Lohariya Mota is a village near the town Anjar, the taluka of Kutch district in the Indian state of Gujarat.

History

Lovariya is one of the 18 villages founded by Kutch Gurjar Kshatriyas or Mistris, as they are known in Kutch. These Mistris first moved into Saurashtra in early 7th century and later a major group entered Kutch in 12th Century & established themselves at Dhaneti. Later from 12th century onwards they moved to settle themselves between  Anjar and Bhuj and founded the villages of Anjar, Sinugra, Khambhra, Nagalpar, Khedoi, Madhapar, Hajapar, Kukma, Galpadar, Reha, Vidi, Ratnal, Jambudi, Devaliya, Lovaria, Nagor, Chandiya, Meghpar and Kumbharia.

About Village

Kuldevi Temples of many clans of these Kutch Gurjar Kshatriyas community are also there in this village.

Village is located 14 km from nearest town Anjar.

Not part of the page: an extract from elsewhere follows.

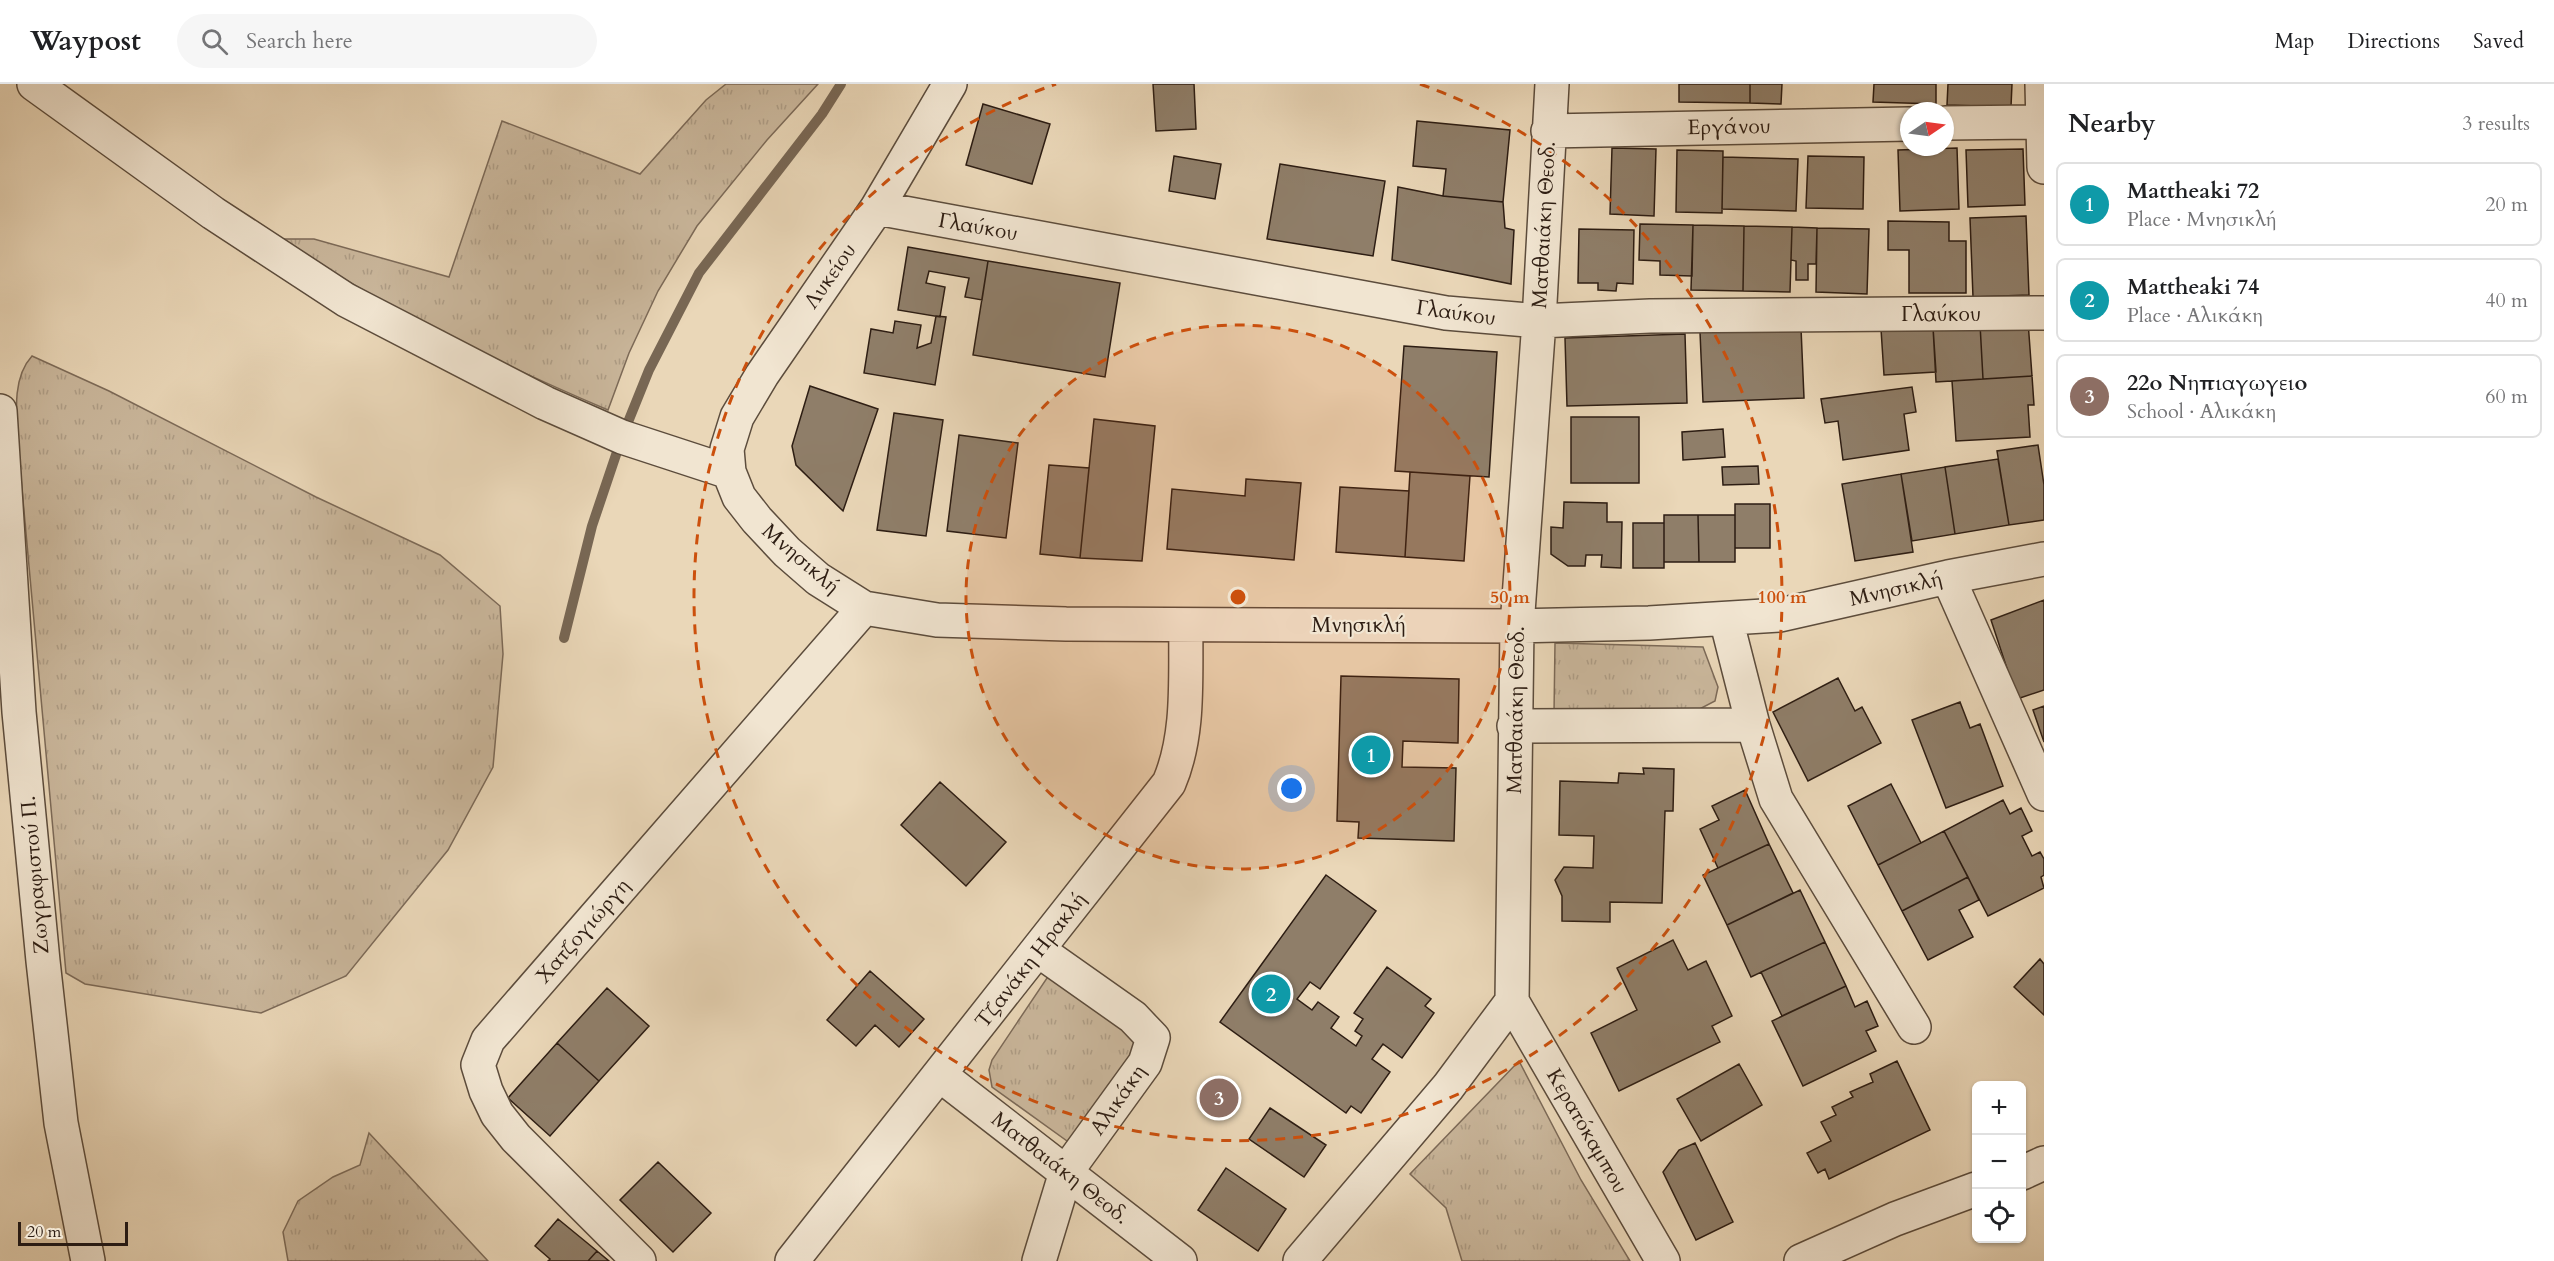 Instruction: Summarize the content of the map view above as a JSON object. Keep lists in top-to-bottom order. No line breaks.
{"streets":{"street":["Εργάνου","Ματθαιάκη Θεοδ.","Γλαύκου","Λυκείου","Μνησικλή","Ζωγραφιστού Π.","Χατζογιώργη","Τζανάκη Ηρακλή","Αλικάκη","Κερατόκαμπου"]},"crossings":[["Εργάνου","Ματθαιάκη Θεοδ."],["Ματθαιάκη Θεοδ.","Γλαύκου"],["Ματθαιάκη Θεοδ.","Μνησικλή"],["Ματθαιάκη Θεοδ.","Τζανάκη Ηρακλή"],["Ματθαιάκη Θεοδ.","Αλικάκη"],["Ματθαιάκη Θεοδ.","Κερατόκαμπου"],["Γλαύκου","Λυκείου"],["Λυκείου","Μνησικλή"],["Μνησικλή","Χατζογιώργη"],["Μνησικλή","Τζανάκη Ηρακλή"],["Τζανάκη Ηρακλή","Αλικάκη"]],"scale_bar":"20 m","north":"right","page":{"header":"Waypost","search":"Search here","nav":["Map","Directions","Saved"],"heading":["Nearby","3 results"],"list":[{"mark":"1","name":"Mattheaki 72","note":"Place · Μνησικλή","value":"20 m"},{"mark":"2","name":"Mattheaki 74","note":"Place · Αλικάκη","value":"40 m"},{"mark":"3","name":"22ο Νηπιαγωγειο","note":"School · Αλικάκη","value":"60 m"}],"pins":["1","2","3"],"map_buttons":["+","−"],"scale":"20 m"},"rings":["50 m","100 m"]}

Villagers enjoy very good drinking water supply, and very Electricity supply with very less power shortages.
Village has good amount Telephone penetration, and nearly most of the houses has televisions and Cable supply.
Village Entrance greets with Welcome gate.

Culture
Most of the people in Lovaria are of Parmar & Chawda clan belonging to Mistri or Kutch Gurjar Kshatriyas community.